Book. & Stat., June 1909, pp.8-9.


[Posted on L&P on Dec 7, 13, & 21, 2011, and rewritten on Dec 9, 2014, and May 7, 2015.]
        I always liked the neologism “fountpen”, which I thought had originated with the Canadian and British offices of the Mabie Todd Co. sometime in 1909 to advertize their “Swan” pens using such ad-lines as “Fountpen Points for Canadian Stationers”, and “Talk Fountpens, Sell Fountpens, Show Fountpens”.  The word was used by them throughout the First World War and into the 1920s, even though it never caught on generally.  Here’s another ad in The American Stationer for their “Longshort” stylo from
Feb 11, 1911, p.18, which also mentions “Swan” fountpens.  And here’s a window display of Swan “Fountpens” in a photo of a Los Angeles stationery store in Am. Stat., Nov 29, 1913, p.14But Mabie Todd was not the only one to use the term “Fountpen”.  Here’s a later ad for a Salz Bros “Pen and Pencil Combination” in Am.

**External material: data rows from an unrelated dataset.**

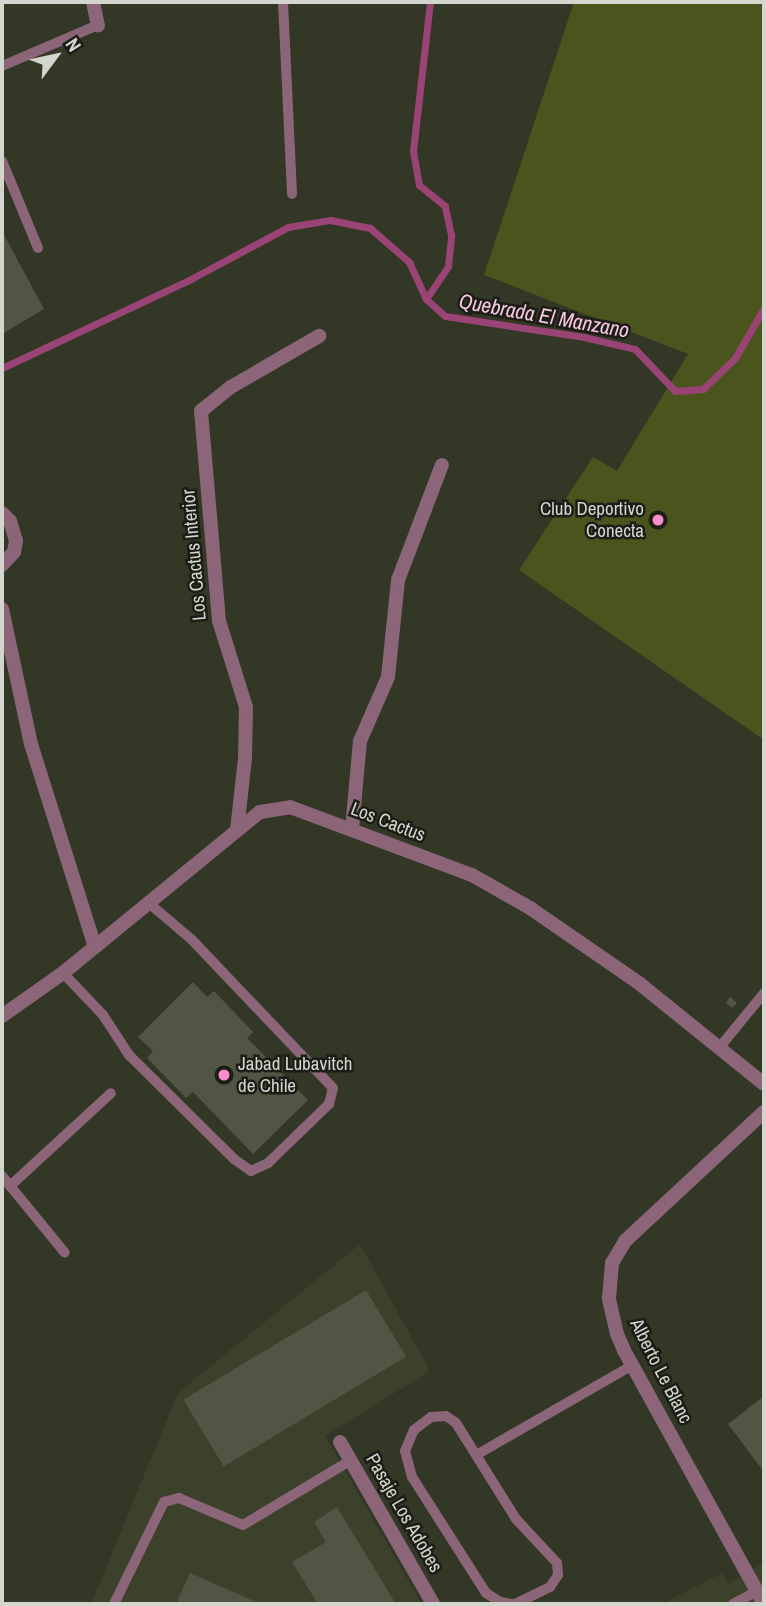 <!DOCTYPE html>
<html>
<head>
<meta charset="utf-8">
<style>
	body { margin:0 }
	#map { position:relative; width:766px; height:1606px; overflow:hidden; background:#323726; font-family:"Archivo Narrow",sans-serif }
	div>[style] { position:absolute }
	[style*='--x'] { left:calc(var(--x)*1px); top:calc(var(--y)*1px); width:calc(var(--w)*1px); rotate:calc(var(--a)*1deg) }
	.built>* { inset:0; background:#3b412a }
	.green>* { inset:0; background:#4a551e }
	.stream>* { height:7px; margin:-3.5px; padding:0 3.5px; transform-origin:3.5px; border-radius:3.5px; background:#994475 }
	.building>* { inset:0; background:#515544; transform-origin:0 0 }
	.lane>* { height:10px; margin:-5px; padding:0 5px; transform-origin:5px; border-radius:5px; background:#8c6579 }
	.street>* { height:14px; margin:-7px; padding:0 7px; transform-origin:7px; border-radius:7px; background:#8c6579 }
	.dots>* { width:19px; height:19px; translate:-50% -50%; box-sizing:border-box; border:4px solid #1b1d16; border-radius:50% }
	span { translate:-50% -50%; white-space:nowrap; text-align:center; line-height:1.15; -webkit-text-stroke:5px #1b1d16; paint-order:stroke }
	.poi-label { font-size:19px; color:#d3d6cc }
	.right { translate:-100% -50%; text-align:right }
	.left { translate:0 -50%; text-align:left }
	.street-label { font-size:19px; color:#d3d6cc }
	.water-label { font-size:21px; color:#f8c8e0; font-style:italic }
	.frame { position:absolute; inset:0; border:4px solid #d3d6cc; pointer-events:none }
	.north { position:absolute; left:21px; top:21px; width:70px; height:70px; -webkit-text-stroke:5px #1b1d16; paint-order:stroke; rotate:57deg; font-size:19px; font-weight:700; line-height:28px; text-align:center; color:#d3d6cc }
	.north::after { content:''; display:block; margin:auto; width:24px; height:32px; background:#d3d6cc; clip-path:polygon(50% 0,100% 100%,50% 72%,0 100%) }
</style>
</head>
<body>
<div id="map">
	<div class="built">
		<div style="clip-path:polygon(360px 1244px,430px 1371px,325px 1436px,422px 1604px,91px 1604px,178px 1393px)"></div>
		<div style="clip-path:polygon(764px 1562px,764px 1604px,662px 1604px,722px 1573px,728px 1584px)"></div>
	</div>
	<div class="green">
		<div style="clip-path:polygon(574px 2px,764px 2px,764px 740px,519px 570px,593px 457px,617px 471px,688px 354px,484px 275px)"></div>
	</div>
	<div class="stream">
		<div style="--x:426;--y:299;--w:40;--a:-56"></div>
		<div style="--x:448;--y:266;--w:31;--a:-84"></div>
		<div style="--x:451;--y:235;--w:30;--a:-102"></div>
		<div style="--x:445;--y:206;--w:33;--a:-141"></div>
		<div style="--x:419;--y:185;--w:35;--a:-100"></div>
		<div style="--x:413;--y:151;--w:150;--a:-83.5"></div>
		<div style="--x:2;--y:368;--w:207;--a:-25.2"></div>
		<div style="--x:189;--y:280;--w:112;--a:-28.2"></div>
		<div style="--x:288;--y:227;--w:43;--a:-9.5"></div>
		<div style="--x:330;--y:220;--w:41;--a:11.3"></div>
		<div style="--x:370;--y:228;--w:52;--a:41.1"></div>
		<div style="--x:409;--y:262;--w:41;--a:65.3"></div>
		<div style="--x:426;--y:299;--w:25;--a:42"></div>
		<div style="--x:445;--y:316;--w:141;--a:8.6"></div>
		<div style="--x:584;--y:337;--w:52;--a:13.2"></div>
		<div style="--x:635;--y:349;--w:58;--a:46.4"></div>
		<div style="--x:675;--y:391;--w:28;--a:-4"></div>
		<div style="--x:703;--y:389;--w:45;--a:-44.1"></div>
		<div style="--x:735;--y:358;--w:58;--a:-59.9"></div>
	</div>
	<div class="building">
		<div style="clip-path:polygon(2px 231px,44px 309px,2px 334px)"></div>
		<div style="clip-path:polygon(193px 982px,207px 997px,214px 991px,253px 1032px,247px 1038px,308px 1100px,253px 1154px,193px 1092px,186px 1098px,147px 1058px,153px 1051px,138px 1037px)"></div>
		<div style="clip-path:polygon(730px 997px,737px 1003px,732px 1008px,726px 1003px)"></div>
		<div style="left:366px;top:1290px;width:78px;height:213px;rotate:59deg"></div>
		<div style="clip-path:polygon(764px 1396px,764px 1472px,728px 1424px)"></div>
		<div style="clip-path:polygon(337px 1507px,396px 1604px,318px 1604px,292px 1562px,326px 1542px,314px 1522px)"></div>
		<div style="clip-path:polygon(190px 1573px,261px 1604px,176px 1604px)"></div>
	</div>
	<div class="lane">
		<div style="--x:283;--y:2;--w:192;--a:87.3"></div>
		<div style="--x:2;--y:66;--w:104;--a:-23.1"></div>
		<div style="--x:2;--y:161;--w:94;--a:67.5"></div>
		<div style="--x:63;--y:973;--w:58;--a:46.4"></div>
		<div style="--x:103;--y:1015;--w:48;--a:57"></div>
		<div style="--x:129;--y:1055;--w:148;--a:44.7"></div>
		<div style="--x:234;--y:1159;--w:21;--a:35"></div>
		<div style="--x:251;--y:1171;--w:19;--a:-25"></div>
		<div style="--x:268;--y:1163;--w:85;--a:-44"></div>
		<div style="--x:329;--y:1104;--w:16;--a:-76"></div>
		<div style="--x:333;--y:1088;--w:206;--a:-133.6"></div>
		<div style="--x:191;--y:939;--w:54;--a:-139.5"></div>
		<div style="--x:719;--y:1048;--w:71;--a:-50.7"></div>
		<div style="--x:2;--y:1176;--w:99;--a:50.7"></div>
		<div style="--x:10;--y:1186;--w:137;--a:-42.6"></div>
		<div style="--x:478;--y:1454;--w:179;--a:-29.9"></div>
		<div style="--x:114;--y:1604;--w:114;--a:-63.9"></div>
		<div style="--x:164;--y:1502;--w:16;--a:-15"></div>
		<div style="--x:179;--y:1498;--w:69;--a:22.9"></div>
		<div style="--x:243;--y:1525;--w:126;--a:-31"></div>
		<div style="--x:512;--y:1604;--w:12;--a:-171"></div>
		<div style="--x:500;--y:1602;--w:17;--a:-147"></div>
		<div style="--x:486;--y:1593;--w:138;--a:-122.5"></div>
		<div style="--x:412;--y:1477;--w:27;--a:-105"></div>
		<div style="--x:405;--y:1451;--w:23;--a:-67"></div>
		<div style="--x:414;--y:1430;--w:21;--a:-37"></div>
		<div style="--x:431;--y:1417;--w:15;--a:-4"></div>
		<div style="--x:446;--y:1416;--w:12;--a:35"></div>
		<div style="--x:456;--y:1423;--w:113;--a:58"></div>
		<div style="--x:516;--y:1519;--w:60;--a:47"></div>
		<div style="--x:557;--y:1563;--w:12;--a:85"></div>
		<div style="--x:558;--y:1575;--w:14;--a:124"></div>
		<div style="--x:550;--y:1587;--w:39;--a:154"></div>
		<div style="--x:733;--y:1604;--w:27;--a:-28"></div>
	</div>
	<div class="street">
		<div style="--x:93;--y:2;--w:24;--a:78"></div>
		<div style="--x:2;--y:513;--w:11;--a:45"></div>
		<div style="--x:10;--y:521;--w:21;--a:73"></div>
		<div style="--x:16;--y:541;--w:11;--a:100"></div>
		<div style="--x:14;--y:552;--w:18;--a:133"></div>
		<div style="--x:2;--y:609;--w:138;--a:77.9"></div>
		<div style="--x:31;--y:744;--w:213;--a:72.5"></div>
		<div style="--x:352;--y:829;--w:88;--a:-84.8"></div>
		<div style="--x:360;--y:741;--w:70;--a:-66.4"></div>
		<div style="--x:388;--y:677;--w:98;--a:-84.1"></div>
		<div style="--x:398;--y:580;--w:123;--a:-69.1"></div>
		<div style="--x:237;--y:830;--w:71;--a:-83.6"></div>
		<div style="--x:245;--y:759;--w:52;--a:-88.9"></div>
		<div style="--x:246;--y:707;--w:90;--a:-107.4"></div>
		<div style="--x:219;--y:621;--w:211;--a:-94.9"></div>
		<div style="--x:201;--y:411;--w:38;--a:-39"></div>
		<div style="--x:231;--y:387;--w:102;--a:-30.1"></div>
		<div style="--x:2;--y:1016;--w:75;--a:-35.2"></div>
		<div style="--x:63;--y:973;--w:254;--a:-39.3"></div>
		<div style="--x:260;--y:812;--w:30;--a:-9"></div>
		<div style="--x:290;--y:807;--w:194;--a:20.5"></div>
		<div style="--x:472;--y:875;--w:67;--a:29.6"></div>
		<div style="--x:530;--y:908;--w:134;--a:34.6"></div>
		<div style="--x:640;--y:984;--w:159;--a:38.9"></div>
		<div style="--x:340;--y:1442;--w:187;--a:60.1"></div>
		<div style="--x:764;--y:1604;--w:290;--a:-118.9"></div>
		<div style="--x:624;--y:1350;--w:17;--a:-114"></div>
		<div style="--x:617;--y:1334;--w:37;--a:-103"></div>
		<div style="--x:609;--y:1298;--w:35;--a:-85"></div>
		<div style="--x:612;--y:1263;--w:26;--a:-59"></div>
		<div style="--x:625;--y:1241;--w:190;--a:-42.9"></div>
	</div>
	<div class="dots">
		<div style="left:658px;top:520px;background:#f98fc9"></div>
		<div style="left:224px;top:1075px;background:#f98fc9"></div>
	</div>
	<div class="poi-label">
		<span class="right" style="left:644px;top:520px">Club Deportivo<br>Conecta</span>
		<span class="left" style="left:238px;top:1075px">Jabad Lubavitch<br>de Chile</span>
	</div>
	<div class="street-label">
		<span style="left:194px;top:555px;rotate:-95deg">Los Cactus Interior</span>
		<span style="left:388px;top:822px;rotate:21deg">Los Cactus</span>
		<span style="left:661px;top:1371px;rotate:63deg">Alberto Le Blanc</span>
		<span style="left:404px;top:1513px;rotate:60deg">Pasaje Los Adobes</span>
	</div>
	<div class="water-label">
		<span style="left:544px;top:316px;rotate:10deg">Quebrada El Manzano</span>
	</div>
	<div class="frame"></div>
	<div class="north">N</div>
</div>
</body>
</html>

Stat., May 17, 1919, p.29, well before the combo craze in the late 1920s and early 30s.  It’s there on the side of the Salz combo, but it’s probably just shortened to fit into the barrel imprint.  And here’s another early combo, this time the Founcil combo from 1908, probably an eyedropper-filled combo.  And even though there is no “t” in the spelling of the name, the “t” is not exactly silent.  It’s implied, and it’s partially there in the pronunciation of the name, sort of like “Fountpen”.  It was also used in 1913 by Charles J. Dale, a jeweler in Oswego, N. Y., for his own-brand fountain pen, “Dale’s Dollar Fount-Pen”, and in some 1924 ads in Popular Mechanics by J. C. Ullrich Co. to advertize their “Independent” stylograph, which was said to have “All the best features of a fountpen”.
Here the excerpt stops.